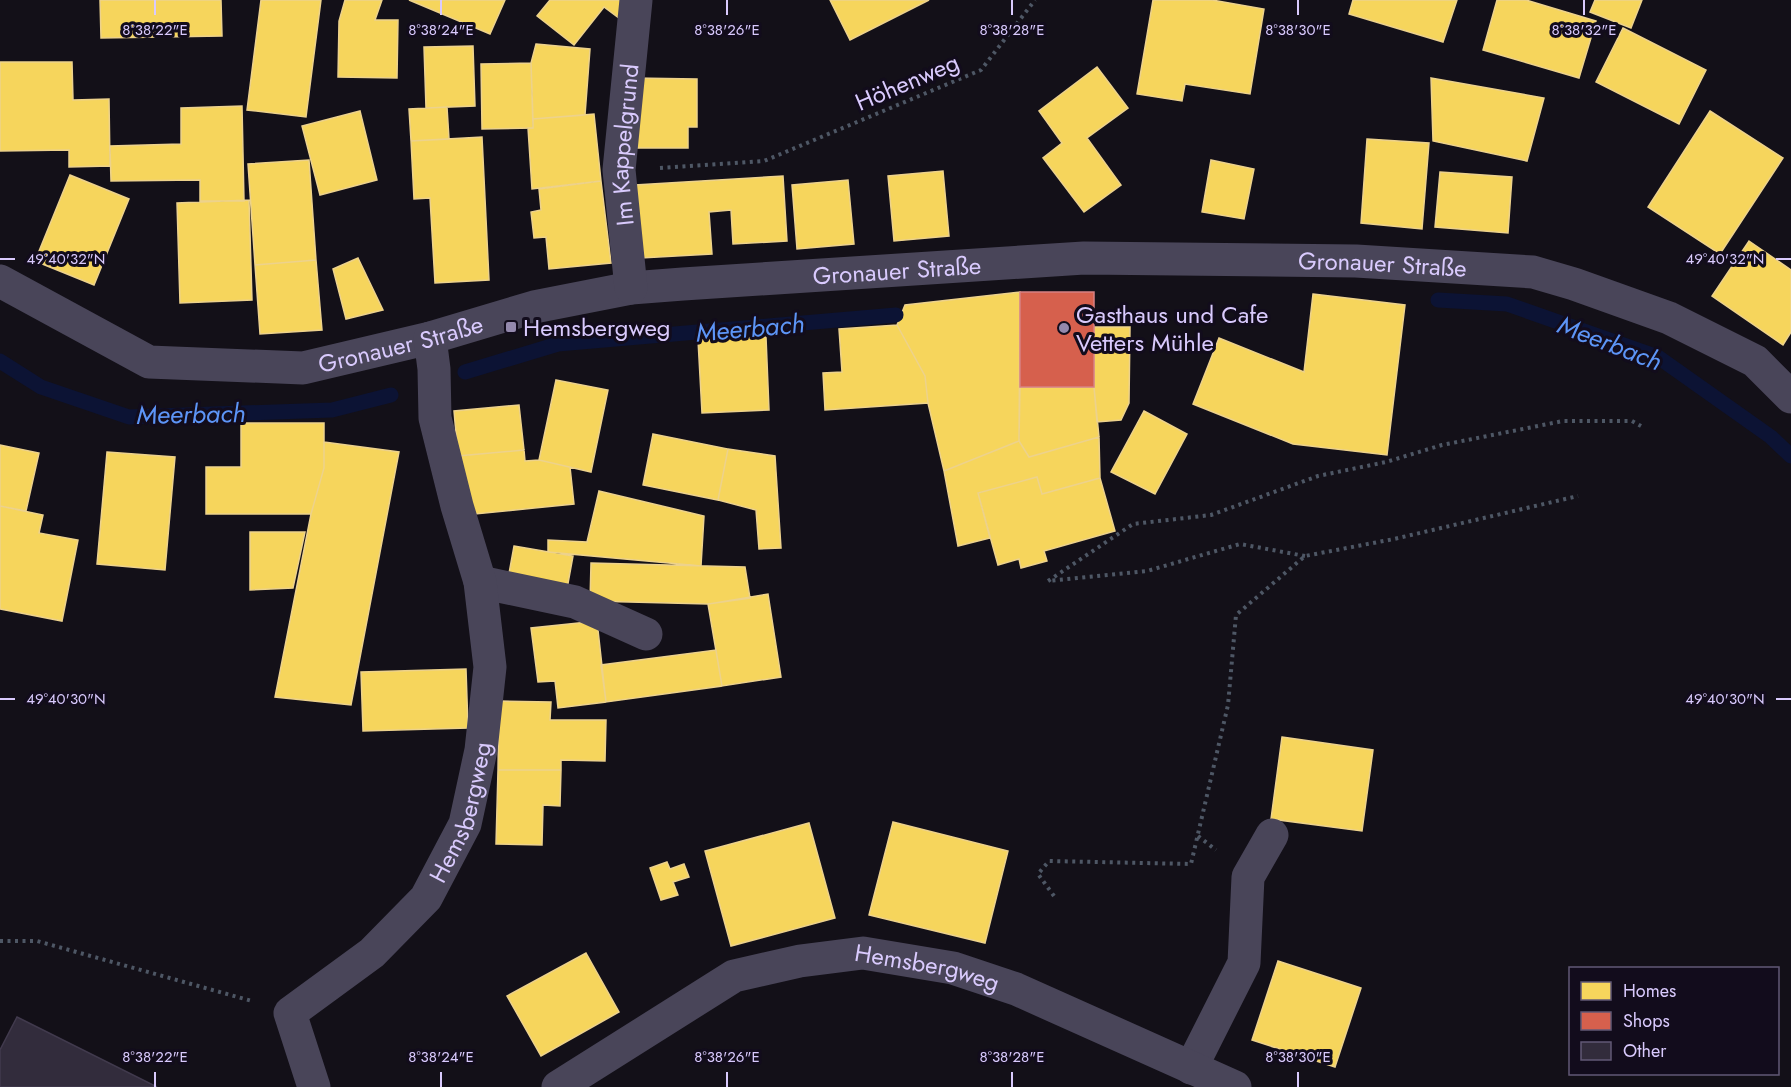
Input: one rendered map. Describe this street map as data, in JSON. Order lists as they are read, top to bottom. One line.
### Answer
{"streets":{"street":["Im Kappelgrund","Gronauer Straße","Hemsbergweg"],"path":["Höhenweg"]},"crossings":[["Höhenweg","Im Kappelgrund"],["Im Kappelgrund","Gronauer Straße"],["Gronauer Straße","Hemsbergweg"]],"water":["Meerbach"],"places":{"transit":["Hemsbergweg"],"other":["Gasthaus und Cafe Vetters Mühle"]},"legend":["Homes","Shops","Other"],"coordinates":["8°38'22\"E","8°38'24\"E","8°38'26\"E","8°38'28\"E","8°38'30\"E","8°38'32\"E","49°40'32\"N","49°40'30\"N"]}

***

ABOUT THIS EXERCISE:
Return the complete material exactly as given, excluding images.

ANSWER TO THE PROBLEM:
Input: one rendered map. Describe this street map as data, in JSON. Order lists as they are read, top to bottom. One line.
### Answer
{"streets":{"street":["Im Kappelgrund","Gronauer Straße","Hemsbergweg"],"path":["Höhenweg"]},"crossings":[["Höhenweg","Im Kappelgrund"],["Im Kappelgrund","Gronauer Straße"],["Gronauer Straße","Hemsbergweg"]],"water":["Meerbach"],"places":{"transit":["Hemsbergweg"],"other":["Gasthaus und Cafe Vetters Mühle"]},"legend":["Homes","Shops","Other"],"coordinates":["8°38'22\"E","8°38'24\"E","8°38'26\"E","8°38'28\"E","8°38'30\"E","8°38'32\"E","49°40'32\"N","49°40'30\"N"]}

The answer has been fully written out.